To test whether the protective property of DpsA to organic hydroperoxide is specific to B. pseudomallei, dpsA was overexpressed in the organic-oxidant-sensitive E. coli strain TA4315 (Storz et al. 1989) which lacks functional ahpC. Growth inhibition studies clearly demonstrated that both B. pseudomallei DpsA and AhpC could protect E. coli against t-BOOH toxicity, suggesting that this is a common property of DpsA (Fig. 4A). Since B. pseudomallei AhpC also conferred protection to t-BOOH, we were interested in finding out whether both AhpC- and DpsA-mediated protection involve the same or different mechanisms. It has been well documented that AhpC is a reductase that catalyzes the reduction of alkyl hydroperoxide to alcohol (Storz et al. 1989).

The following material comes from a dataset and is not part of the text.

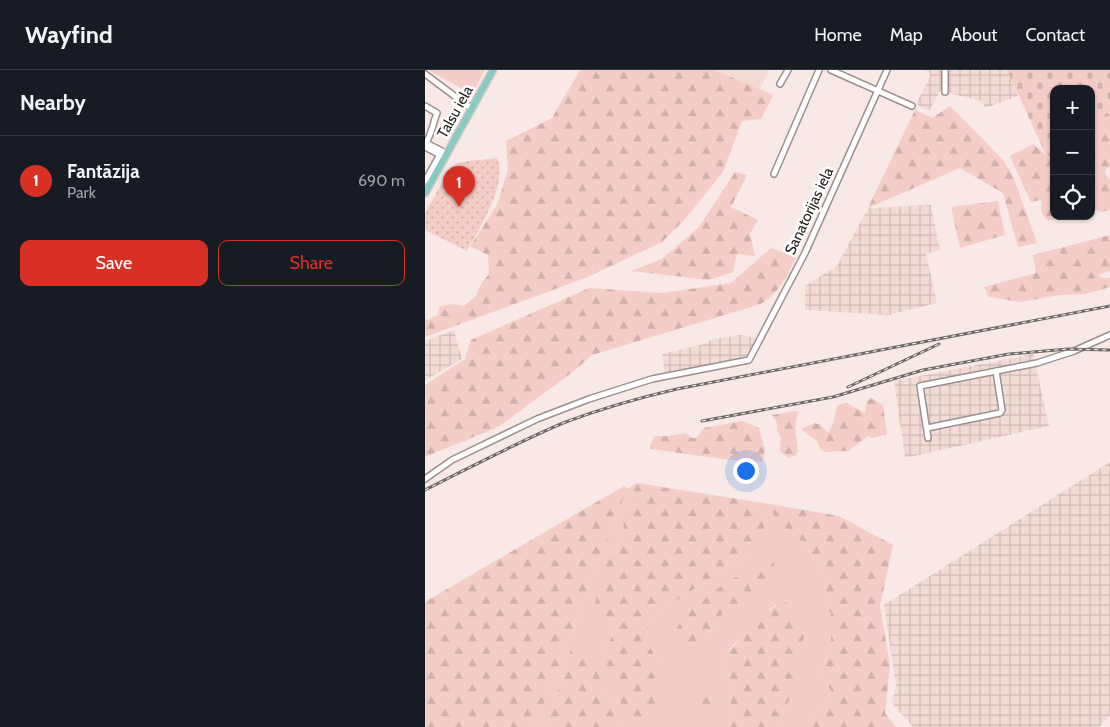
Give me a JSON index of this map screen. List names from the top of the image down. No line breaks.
{"streets":{"main road":["Talsu iela"],"street":["Sanatorijas iela"]},"page":{"header":"Wayfind","nav":["Home","Map","About","Contact"],"heading":"Nearby","map_buttons":["+","−"],"list":[{"mark":"1","name":"Fantāzija","note":"Park","value":"690 m"}],"pins":"1","buttons":["Save","Share"]}}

The levels of t-BOOH in the culture medium during growth of E. coli strain TA4315 expressing either B. pseudomallei AhpC or DpsA from plasmid were therefore determined. As anticipated, the AhpC-expressing strain (TA4315/pAhpC) completely reduced the t-BOOH in the culture medium within 20 min, whereas the DpsA-expressing strain (TA4315/pDps) showed no significant reduction of t-BOOH levels relative to strain TA4315 carrying plasmid vector pBBR (Fig. 4B). This indicates that the mechanisms of protection employed by DpsA and AhpC during organic hydroperoxide exposure are distinct. It is likely that the binding of DpsA to DNA acts as a physical barrier to organic-oxidant-induced DNA damage in a manner analogous to that observed for hydrogen peroxide protection (Wolf et al. 1999). By contrast, AhpC enzymatically detoxifies the organic hydroperoxides. Analysis of ahpC expression in Legionella pneumophila and Salmonella typhimurium showed that ahpC levels increased several-fold during intracellular growth of the bacteria (Francis et al. 1997; Rankin et al. 2002), suggesting that physiological organic peroxide stress is an important threat to intracellular pathogens. Moreover, B. pseudomallei has also been shown to contain AhpC and KatG (catalase–peroxidase) which have the capacity to relieve a portion of the reactive nitrogen and oxidative stresses (Loprasert et al. 2003a, b).

Fig. 4
figure 4

Growth inhibitory zone and t-BOOH degradation assays. A Determination of the levels of resistance to t-BOOH killing displayed by E. coli TA4315 harboring pDps, pBBR vector, and pAhpC. B Measurement of the remaining t-BOOH after degradation by Escherichia coli TA4315 strains harboring pDps (triangles), pBBR vector (squares), and pAhpC (diamonds). Control (circles) is LB without cells. Each value shown in a and b is the mean of three separate experiments; error bars standard error from the mean.

Full size image

We have uncovered a novel physiological role for DpsA in the protection against organic hydroperoxide stress. The protein acts as an additional system that can be used by B. pseudomallei to guard against attack by host immune systems. This study demonstrates that DpsA is a key component of the stress protection system important for the survival of the infectious pathogen B. pseudomallei.